- How to complete this task
Return only how many lines in the data include the string "function".

- Data extracted from a collection
= = = =
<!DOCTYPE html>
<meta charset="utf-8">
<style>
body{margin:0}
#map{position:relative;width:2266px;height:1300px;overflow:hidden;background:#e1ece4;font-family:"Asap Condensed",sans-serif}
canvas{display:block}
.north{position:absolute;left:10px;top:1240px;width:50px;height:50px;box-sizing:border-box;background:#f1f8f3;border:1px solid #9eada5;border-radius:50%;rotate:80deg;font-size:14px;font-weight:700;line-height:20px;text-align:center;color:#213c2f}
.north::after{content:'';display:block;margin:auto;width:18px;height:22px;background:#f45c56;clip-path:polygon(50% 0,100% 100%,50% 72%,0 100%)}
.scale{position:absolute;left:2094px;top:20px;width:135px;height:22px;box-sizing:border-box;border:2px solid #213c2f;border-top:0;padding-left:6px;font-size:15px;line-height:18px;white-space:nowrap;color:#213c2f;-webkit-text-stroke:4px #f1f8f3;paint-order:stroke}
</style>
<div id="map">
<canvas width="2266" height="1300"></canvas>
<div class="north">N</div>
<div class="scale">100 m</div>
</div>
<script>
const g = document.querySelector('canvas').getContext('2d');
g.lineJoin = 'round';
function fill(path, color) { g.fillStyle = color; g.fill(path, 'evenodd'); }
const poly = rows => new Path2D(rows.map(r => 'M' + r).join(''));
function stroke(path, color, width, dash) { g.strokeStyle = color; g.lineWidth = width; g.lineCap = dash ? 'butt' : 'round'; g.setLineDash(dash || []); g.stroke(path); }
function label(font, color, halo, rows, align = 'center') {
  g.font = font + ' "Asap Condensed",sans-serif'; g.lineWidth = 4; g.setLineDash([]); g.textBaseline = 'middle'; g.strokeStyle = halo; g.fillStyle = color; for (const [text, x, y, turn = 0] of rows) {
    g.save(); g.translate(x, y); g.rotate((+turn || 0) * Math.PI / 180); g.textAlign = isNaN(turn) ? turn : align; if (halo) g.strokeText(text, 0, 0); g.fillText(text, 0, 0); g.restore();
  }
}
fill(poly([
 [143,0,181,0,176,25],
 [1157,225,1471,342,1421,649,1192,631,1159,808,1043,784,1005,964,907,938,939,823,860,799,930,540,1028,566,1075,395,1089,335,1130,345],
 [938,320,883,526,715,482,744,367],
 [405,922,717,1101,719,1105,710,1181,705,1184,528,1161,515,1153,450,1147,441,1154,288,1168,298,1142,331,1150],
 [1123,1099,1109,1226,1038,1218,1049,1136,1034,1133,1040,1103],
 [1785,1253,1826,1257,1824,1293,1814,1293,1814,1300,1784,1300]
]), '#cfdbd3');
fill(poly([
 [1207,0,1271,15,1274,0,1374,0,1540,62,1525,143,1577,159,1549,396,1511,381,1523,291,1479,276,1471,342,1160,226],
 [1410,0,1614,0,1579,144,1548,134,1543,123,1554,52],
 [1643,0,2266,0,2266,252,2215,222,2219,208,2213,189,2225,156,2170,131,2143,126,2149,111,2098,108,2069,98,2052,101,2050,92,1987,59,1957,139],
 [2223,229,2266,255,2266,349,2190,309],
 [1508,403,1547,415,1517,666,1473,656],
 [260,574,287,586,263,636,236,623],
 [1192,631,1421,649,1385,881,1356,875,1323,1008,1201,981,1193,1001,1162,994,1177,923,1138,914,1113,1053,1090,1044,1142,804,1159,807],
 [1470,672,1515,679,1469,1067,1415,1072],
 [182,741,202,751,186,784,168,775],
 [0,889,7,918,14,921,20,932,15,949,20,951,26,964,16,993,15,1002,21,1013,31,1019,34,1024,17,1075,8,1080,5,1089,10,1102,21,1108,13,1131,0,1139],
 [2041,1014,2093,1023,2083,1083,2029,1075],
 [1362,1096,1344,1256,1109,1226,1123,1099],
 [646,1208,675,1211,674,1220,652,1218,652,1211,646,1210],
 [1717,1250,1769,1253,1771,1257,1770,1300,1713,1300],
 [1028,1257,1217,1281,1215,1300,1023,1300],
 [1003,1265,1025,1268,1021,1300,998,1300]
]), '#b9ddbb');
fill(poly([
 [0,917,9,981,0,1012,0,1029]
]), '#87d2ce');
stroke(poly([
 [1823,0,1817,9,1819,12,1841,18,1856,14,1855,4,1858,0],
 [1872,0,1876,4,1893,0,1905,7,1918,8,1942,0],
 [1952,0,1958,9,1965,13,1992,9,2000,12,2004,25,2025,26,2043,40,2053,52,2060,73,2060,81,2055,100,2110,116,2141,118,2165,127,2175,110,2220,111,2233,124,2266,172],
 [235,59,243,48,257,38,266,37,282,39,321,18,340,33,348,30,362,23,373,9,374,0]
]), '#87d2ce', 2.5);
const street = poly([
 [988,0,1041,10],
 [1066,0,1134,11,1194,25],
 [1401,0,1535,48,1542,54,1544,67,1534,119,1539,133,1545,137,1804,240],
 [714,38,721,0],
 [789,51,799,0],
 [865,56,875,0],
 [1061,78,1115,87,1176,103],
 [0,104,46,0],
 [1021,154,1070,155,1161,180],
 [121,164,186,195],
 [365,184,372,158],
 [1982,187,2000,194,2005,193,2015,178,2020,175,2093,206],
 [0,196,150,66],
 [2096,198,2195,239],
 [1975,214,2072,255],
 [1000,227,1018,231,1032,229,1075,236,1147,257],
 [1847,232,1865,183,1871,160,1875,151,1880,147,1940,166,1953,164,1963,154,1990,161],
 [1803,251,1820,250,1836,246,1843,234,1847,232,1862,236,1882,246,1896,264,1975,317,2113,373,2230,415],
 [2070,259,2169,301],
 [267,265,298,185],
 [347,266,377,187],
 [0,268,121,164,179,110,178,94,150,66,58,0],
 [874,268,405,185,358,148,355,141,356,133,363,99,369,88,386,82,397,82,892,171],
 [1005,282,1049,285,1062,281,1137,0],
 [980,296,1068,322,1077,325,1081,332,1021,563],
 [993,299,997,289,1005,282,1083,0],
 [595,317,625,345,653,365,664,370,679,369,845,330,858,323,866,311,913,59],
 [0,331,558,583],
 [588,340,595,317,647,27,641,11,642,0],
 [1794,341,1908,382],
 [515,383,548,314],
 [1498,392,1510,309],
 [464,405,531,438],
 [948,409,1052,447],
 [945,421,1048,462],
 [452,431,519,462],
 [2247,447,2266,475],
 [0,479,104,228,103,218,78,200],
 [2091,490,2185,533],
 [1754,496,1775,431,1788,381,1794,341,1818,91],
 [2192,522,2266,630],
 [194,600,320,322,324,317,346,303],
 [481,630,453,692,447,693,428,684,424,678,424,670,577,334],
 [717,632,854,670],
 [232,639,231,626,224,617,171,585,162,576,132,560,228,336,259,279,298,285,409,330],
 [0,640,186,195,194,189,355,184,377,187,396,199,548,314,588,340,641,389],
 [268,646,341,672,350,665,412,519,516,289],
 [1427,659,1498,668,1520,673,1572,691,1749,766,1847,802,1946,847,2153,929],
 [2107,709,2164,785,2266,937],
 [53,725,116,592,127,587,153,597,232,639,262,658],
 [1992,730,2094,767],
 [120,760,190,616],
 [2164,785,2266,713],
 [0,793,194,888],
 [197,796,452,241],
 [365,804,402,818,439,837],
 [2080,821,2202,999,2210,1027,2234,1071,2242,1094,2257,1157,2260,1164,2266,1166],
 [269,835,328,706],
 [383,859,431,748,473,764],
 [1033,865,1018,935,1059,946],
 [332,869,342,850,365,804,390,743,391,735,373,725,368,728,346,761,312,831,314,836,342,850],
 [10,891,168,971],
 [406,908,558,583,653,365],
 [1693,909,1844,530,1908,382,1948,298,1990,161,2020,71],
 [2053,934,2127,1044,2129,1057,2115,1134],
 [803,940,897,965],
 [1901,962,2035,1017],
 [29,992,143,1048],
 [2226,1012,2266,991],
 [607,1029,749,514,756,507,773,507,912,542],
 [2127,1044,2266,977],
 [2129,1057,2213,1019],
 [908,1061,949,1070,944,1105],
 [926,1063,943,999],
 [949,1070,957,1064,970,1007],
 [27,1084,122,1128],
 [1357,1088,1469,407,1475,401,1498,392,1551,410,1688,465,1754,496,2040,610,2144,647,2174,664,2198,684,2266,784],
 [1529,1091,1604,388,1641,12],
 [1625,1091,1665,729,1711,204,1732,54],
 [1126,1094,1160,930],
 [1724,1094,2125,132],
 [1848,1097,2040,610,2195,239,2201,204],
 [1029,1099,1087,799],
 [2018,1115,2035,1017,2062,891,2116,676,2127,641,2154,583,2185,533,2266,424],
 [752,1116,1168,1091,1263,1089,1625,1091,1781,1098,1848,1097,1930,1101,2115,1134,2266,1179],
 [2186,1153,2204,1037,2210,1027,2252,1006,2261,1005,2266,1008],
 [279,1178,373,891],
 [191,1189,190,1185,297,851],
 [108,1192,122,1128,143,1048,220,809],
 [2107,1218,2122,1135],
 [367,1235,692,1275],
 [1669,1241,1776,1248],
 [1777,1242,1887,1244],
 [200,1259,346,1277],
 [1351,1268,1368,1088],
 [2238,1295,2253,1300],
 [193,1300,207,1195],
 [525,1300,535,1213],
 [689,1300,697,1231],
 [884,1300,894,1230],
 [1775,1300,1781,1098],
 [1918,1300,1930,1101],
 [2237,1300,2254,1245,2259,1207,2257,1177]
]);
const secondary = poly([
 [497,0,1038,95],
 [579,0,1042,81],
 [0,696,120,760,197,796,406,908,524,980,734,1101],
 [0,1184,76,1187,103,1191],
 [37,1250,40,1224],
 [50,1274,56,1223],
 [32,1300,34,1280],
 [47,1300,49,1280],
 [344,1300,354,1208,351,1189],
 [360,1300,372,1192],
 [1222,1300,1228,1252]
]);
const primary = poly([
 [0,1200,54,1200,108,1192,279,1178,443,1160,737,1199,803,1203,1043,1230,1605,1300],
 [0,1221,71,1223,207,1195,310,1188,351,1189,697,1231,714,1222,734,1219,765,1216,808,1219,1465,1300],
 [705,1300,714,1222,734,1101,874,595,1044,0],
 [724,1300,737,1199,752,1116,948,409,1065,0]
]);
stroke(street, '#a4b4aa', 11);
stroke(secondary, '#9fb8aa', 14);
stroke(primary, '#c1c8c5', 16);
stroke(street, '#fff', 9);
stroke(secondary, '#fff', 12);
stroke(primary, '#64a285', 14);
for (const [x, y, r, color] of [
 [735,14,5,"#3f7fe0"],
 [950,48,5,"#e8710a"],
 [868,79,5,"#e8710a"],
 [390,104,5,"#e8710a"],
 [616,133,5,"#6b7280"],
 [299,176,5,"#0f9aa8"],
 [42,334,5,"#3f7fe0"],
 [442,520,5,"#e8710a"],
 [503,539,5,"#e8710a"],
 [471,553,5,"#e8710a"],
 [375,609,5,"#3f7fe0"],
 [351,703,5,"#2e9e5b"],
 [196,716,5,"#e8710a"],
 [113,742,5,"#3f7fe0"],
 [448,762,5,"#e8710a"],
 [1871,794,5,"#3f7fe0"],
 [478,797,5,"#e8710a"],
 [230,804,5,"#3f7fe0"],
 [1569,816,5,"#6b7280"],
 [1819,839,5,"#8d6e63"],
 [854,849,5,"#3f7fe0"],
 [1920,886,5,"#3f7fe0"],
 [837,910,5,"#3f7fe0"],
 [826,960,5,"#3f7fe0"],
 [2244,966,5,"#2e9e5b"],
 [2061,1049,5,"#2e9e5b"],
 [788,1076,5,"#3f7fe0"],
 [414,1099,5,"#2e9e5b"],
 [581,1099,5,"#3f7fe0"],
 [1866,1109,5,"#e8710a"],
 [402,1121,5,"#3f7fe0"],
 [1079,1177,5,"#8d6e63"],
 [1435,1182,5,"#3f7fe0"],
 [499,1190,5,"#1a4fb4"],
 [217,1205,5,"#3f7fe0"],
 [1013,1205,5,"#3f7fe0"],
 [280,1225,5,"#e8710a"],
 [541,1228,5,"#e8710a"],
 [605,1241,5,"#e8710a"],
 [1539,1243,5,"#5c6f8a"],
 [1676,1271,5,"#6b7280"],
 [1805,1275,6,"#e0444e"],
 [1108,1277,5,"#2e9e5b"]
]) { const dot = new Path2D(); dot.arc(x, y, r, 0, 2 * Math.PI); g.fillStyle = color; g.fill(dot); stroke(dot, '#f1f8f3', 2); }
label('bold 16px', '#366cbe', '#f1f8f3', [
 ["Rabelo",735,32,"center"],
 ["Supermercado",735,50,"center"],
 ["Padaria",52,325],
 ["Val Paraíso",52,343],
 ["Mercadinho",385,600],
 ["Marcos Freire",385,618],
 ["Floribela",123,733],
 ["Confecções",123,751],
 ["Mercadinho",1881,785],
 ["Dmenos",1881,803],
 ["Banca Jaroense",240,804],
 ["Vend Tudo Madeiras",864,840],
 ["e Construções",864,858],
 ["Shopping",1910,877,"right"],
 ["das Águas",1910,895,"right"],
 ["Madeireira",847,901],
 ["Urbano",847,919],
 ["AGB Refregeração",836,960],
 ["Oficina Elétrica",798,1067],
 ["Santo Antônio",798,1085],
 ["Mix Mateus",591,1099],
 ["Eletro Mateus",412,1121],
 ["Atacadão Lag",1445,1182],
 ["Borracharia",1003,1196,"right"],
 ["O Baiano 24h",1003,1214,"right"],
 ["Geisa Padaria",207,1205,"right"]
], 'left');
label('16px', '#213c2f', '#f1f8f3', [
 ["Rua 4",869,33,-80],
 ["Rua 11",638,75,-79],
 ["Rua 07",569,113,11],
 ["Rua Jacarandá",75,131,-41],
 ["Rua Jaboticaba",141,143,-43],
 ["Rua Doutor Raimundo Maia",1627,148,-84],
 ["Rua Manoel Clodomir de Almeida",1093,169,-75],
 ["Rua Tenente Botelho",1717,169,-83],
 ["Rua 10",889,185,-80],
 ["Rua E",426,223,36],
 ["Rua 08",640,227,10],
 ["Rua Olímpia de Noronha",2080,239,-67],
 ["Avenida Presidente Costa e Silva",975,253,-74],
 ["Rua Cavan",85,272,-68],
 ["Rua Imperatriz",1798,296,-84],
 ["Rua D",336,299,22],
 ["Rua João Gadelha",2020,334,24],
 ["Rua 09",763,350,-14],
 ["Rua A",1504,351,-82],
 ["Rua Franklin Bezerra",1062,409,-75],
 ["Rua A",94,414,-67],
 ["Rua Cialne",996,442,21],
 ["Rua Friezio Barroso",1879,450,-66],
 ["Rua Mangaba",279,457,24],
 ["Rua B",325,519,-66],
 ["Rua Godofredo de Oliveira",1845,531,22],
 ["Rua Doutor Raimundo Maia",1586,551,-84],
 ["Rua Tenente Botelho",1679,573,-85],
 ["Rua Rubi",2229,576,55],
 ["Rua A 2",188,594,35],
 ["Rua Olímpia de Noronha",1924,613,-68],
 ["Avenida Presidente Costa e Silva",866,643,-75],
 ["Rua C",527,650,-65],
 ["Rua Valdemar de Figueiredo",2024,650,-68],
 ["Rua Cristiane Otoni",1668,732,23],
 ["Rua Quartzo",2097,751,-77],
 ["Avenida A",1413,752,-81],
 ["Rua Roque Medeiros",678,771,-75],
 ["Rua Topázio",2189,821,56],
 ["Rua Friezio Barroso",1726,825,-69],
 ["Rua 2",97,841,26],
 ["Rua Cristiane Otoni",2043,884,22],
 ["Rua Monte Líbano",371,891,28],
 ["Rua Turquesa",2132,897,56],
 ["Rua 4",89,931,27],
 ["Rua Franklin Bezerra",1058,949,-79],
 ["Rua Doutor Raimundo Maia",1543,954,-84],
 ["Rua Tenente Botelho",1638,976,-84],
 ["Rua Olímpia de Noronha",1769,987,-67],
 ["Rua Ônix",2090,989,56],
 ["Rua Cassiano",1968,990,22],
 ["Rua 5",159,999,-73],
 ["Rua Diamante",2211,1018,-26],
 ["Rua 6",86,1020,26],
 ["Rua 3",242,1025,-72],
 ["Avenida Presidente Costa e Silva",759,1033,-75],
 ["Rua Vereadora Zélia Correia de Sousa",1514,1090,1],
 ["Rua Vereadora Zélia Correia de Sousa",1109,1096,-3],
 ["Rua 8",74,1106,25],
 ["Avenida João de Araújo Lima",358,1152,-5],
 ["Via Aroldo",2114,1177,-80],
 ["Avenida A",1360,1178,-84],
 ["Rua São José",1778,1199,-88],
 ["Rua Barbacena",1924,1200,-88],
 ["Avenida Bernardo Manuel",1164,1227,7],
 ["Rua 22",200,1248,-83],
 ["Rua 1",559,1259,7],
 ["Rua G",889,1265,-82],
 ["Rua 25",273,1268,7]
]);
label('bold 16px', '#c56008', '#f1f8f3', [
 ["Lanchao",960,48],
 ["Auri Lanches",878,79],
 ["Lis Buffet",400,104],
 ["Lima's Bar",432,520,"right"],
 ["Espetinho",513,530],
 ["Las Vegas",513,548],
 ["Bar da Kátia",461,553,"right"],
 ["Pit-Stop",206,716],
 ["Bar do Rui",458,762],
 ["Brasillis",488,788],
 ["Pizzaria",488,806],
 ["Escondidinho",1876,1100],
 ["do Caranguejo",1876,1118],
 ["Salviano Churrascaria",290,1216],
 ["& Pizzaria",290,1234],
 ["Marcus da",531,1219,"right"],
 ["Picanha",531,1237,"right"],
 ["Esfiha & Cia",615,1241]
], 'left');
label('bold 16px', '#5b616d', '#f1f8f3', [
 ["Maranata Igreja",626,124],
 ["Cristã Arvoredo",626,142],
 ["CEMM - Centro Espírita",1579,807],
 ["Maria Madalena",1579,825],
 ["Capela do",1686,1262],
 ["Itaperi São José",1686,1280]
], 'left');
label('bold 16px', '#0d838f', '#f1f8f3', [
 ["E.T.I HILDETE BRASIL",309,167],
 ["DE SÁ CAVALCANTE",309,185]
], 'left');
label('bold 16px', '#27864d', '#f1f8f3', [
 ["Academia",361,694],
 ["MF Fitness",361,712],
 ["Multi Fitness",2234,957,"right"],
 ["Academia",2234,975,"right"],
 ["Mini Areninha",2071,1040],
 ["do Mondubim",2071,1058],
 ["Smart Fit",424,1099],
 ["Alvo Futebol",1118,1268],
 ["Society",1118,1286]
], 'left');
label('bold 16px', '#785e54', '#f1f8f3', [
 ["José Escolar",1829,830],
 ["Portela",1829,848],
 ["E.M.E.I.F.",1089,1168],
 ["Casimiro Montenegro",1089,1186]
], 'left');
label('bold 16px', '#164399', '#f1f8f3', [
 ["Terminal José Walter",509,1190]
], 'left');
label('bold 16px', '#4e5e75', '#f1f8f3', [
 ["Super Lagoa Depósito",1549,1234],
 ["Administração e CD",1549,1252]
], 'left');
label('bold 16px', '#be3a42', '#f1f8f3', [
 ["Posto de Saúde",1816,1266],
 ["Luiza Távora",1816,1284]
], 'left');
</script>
= = = =
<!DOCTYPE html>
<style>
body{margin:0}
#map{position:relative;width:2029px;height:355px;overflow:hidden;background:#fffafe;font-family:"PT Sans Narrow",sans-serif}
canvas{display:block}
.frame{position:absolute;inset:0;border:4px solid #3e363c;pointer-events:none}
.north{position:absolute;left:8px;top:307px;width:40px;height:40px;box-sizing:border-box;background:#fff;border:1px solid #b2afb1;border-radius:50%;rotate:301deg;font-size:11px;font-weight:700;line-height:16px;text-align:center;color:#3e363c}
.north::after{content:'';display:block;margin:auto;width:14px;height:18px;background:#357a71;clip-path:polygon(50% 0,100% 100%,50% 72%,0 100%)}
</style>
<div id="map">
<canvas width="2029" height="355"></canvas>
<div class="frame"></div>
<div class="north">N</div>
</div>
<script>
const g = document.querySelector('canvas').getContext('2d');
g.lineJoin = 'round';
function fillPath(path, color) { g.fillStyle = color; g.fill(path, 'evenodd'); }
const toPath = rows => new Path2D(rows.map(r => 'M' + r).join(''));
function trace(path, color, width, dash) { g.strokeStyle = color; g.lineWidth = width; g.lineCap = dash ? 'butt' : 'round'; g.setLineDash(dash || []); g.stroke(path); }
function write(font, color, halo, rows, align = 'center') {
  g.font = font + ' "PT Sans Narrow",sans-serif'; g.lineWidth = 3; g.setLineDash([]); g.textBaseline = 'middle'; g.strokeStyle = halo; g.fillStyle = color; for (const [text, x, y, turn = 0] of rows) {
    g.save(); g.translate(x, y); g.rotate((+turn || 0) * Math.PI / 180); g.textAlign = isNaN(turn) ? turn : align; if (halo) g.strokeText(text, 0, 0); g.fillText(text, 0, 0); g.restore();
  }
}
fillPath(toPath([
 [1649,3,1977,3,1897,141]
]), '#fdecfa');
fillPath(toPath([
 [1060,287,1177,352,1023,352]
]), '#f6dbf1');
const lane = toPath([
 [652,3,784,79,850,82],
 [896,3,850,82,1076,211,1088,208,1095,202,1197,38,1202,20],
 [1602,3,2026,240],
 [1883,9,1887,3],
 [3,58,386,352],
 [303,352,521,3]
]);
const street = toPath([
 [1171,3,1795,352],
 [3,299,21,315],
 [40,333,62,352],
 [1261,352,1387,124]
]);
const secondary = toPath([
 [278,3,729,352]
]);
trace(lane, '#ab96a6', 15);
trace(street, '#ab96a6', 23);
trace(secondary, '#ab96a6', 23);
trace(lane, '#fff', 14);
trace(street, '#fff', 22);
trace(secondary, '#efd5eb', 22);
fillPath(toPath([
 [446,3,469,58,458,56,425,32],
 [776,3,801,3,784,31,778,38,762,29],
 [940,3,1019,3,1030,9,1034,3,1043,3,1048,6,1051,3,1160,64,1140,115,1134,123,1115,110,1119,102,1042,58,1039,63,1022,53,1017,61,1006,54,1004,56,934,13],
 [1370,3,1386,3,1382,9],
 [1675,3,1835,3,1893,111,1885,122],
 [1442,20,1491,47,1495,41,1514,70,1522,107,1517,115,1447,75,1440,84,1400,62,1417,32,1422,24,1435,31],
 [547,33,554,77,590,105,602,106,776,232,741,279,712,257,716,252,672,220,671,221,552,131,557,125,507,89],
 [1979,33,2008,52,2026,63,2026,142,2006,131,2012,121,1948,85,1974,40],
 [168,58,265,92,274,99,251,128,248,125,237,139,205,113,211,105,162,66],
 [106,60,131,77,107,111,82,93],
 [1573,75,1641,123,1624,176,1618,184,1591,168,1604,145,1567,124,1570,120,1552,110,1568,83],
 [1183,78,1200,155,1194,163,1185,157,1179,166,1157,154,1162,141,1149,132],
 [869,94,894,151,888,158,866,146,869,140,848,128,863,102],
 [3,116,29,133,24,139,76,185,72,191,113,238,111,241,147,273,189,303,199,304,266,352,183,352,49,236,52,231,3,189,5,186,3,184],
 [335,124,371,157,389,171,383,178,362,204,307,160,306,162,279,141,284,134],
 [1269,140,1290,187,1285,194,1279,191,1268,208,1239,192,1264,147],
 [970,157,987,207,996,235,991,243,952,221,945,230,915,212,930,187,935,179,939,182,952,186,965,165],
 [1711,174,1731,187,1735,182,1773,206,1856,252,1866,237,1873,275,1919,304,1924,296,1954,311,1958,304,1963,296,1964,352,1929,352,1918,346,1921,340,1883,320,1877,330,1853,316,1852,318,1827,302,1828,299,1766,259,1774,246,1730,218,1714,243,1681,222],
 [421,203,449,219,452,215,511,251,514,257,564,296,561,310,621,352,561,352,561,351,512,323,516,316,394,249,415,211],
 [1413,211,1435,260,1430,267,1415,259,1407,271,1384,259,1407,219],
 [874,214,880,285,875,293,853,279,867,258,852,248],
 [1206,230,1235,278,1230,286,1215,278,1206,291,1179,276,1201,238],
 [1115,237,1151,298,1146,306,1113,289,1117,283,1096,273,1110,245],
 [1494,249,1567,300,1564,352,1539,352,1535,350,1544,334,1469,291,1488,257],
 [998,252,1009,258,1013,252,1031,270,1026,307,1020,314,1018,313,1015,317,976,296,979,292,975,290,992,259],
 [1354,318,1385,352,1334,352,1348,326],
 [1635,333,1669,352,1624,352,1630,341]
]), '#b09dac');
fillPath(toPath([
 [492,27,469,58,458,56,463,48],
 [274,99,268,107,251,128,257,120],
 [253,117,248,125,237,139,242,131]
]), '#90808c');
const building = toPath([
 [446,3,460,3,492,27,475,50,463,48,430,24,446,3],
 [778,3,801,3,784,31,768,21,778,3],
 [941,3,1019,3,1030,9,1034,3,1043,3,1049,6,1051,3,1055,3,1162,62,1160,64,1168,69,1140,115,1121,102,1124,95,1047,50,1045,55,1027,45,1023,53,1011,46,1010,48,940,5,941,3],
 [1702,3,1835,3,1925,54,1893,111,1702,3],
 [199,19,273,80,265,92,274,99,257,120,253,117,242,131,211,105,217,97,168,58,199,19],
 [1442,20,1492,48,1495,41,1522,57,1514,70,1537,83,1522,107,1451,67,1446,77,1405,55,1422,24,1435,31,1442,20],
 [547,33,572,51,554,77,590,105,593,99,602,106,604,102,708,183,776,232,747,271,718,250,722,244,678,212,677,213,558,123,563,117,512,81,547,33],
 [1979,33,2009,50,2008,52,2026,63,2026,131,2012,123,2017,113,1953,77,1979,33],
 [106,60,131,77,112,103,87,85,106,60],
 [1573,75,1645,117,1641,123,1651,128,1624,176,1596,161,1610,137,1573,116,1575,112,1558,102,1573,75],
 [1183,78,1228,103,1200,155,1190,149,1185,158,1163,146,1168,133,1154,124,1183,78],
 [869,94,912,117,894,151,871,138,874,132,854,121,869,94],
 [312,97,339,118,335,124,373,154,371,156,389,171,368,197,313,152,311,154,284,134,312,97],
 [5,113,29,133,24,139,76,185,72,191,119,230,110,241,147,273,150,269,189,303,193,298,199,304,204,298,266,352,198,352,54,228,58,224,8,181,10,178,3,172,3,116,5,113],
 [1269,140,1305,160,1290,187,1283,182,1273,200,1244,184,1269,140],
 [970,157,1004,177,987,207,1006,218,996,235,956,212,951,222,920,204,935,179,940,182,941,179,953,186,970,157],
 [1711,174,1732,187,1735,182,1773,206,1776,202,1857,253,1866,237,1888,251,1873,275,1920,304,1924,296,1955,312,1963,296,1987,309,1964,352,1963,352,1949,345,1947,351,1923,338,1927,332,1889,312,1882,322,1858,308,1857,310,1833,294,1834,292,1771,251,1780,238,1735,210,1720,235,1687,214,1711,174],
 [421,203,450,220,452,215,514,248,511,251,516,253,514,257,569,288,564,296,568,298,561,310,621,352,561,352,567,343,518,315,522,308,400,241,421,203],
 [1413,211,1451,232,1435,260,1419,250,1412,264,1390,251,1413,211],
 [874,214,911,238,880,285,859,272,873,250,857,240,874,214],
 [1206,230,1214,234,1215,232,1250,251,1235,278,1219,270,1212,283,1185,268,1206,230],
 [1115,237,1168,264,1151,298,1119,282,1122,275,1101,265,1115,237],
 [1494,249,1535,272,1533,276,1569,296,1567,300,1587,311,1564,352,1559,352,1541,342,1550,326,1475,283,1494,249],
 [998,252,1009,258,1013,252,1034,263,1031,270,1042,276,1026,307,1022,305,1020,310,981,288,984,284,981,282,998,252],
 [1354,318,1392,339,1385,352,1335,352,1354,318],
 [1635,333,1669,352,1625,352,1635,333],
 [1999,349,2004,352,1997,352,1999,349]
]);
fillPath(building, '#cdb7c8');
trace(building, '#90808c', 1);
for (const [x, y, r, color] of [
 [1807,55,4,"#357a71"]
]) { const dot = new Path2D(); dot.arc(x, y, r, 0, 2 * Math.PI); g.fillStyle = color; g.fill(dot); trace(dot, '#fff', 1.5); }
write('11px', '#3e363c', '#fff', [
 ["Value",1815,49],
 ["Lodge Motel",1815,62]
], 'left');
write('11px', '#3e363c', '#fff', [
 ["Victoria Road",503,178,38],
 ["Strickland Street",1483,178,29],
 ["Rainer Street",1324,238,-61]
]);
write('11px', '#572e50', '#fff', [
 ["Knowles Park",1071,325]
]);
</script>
= = = =
- Exercise output
6